Some families from Kruševlje resettled later into Stanišić, Gakovo, Baja or Sombor. There were more than 140 family names in Kruševlje. The first Jewish family was recorded in 1779 and they were, as usual, shopkeepers and merchants.

During the 1760s and the 1770s, the Kruševlje people built their new village in their own German style: long, wide main street, called in German: Die Kirchengasse or die Hauptgasse, three short Kreuzgassen, and long, but narrow family houses, always whitewashed, including two rooms, a kitchen, a stable (stall) and a shed. All the houses were stamped with mud and roofed with cane. About 120–130 years later all houses were remodelled, enlarged and made of bricks with fine facades and ornaments. Behind the houses were the family gardens, and every home had its own well or pump later.
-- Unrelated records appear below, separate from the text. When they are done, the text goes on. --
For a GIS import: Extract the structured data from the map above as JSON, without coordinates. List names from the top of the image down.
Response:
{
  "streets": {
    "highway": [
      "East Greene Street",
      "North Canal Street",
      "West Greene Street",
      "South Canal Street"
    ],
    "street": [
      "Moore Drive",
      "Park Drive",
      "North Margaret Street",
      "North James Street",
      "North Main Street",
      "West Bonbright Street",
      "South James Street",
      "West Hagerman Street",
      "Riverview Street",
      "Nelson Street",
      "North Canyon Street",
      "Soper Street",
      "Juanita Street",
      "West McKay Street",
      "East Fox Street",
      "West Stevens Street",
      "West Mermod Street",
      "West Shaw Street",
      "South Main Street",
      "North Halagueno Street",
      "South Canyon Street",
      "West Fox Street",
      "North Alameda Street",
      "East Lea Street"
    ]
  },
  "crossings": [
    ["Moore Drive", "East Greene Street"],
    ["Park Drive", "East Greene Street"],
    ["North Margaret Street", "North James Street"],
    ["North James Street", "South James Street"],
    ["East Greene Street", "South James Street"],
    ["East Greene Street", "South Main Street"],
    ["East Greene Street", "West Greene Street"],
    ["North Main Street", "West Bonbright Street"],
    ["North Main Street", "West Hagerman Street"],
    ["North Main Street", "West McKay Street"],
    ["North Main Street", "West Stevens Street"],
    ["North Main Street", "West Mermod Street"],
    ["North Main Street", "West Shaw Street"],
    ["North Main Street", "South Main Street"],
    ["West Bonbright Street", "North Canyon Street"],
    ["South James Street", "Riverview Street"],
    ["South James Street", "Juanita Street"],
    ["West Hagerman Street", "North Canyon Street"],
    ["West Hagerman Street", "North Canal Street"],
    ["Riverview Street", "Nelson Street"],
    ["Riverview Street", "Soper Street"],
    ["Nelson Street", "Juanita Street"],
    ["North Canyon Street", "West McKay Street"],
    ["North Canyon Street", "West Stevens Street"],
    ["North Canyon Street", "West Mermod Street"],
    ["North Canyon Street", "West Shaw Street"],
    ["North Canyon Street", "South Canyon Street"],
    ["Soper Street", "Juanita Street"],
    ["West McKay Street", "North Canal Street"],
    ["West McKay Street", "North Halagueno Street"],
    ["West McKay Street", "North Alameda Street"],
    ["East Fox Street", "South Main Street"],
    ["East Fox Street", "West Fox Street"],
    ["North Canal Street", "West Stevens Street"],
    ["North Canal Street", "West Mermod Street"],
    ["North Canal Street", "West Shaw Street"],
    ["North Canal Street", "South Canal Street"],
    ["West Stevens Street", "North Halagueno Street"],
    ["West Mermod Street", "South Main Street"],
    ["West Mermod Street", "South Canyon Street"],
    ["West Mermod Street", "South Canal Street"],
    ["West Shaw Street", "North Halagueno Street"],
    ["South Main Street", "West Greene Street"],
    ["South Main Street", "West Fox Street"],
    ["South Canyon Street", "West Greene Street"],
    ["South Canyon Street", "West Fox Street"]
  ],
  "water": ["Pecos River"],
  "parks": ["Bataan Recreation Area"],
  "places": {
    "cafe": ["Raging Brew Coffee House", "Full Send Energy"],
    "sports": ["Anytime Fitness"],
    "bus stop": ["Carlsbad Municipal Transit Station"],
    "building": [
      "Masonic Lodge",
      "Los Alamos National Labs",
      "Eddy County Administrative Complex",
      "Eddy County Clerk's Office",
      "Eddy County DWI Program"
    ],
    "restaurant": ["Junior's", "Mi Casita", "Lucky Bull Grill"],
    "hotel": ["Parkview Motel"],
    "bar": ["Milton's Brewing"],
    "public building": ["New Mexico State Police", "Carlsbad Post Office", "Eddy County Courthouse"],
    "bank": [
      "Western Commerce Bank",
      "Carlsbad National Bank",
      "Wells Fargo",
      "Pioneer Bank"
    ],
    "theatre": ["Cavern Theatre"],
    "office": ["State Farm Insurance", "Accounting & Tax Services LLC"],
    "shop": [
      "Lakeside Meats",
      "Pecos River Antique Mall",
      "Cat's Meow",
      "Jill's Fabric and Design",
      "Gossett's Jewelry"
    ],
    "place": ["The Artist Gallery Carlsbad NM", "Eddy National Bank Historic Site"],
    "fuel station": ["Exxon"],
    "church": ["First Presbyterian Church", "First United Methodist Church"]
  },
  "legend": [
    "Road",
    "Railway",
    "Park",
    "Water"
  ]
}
They built a small Catholic church in the middle of their main street as early as in 1770. Their priest and their religion remained central to village life. Every Sunday almost the complete population was gathered in or round the church for the morning mass. Since 1785, Kruševlje had its own Catholic parish. The village school was also soon built, and in 1789, it is recorded, the schoolteacher was János Szikra. After him, as the Kruševlje teachers served Jakob Kirstner, Simon Scheidler, Ferdinand Klemm, and from 1888 Franz Schamberger. There was always only one teacher, even if there were more than 150 pupils in the end of the 19th century.

Kruševlje was developing fast during the end of the 18th and at the beginning of the 19th century. More German families were settled down, new houses were built, the streets were lengthened and planted with acacia and mulberry-trees. In 1818, a new, larger church was built, and later a small cemetery chapel. In 1822, in Kruševlje lived 803 Germans and 6 Jews in more than 150 houses. The main occupations of Kruševlje villagers were agriculture (mostly wheat and maize, called Kukrutz in Swabian), cattle-breeding (mainly livestock - cows, pigs, oxen, bulls and some poultry), silk-worm raising, later also hemp cultivating and manufacture. Of course, a number of men were craftsmen (mainly bricklayers, blacksmiths, rope-makers, joiners, etc.).

Every family kept horses, carriages, carts and later tractors and threshing machines. Some families had also a house in its fields, called Sallasch, where they kept more livestock and some serving-men. A number of families from Kruševlje possessed their fields and vineyards to the north, towards Riđica, because all the other land parts were pasture-grounds, grassland, fens, or saltfields unsuitable for cultivation and tillage. Saltpetre excavating was also one of Kruševlje's main jobs. It was used instead of oily soda for soap-making. Along all the village and field streets thousands of mulberry-trees were planted and the silk-worm breeding was a profitable job for the entire region as well as the hemp cultivating and selling to the hemp factories in Stanišić or Prigrevica.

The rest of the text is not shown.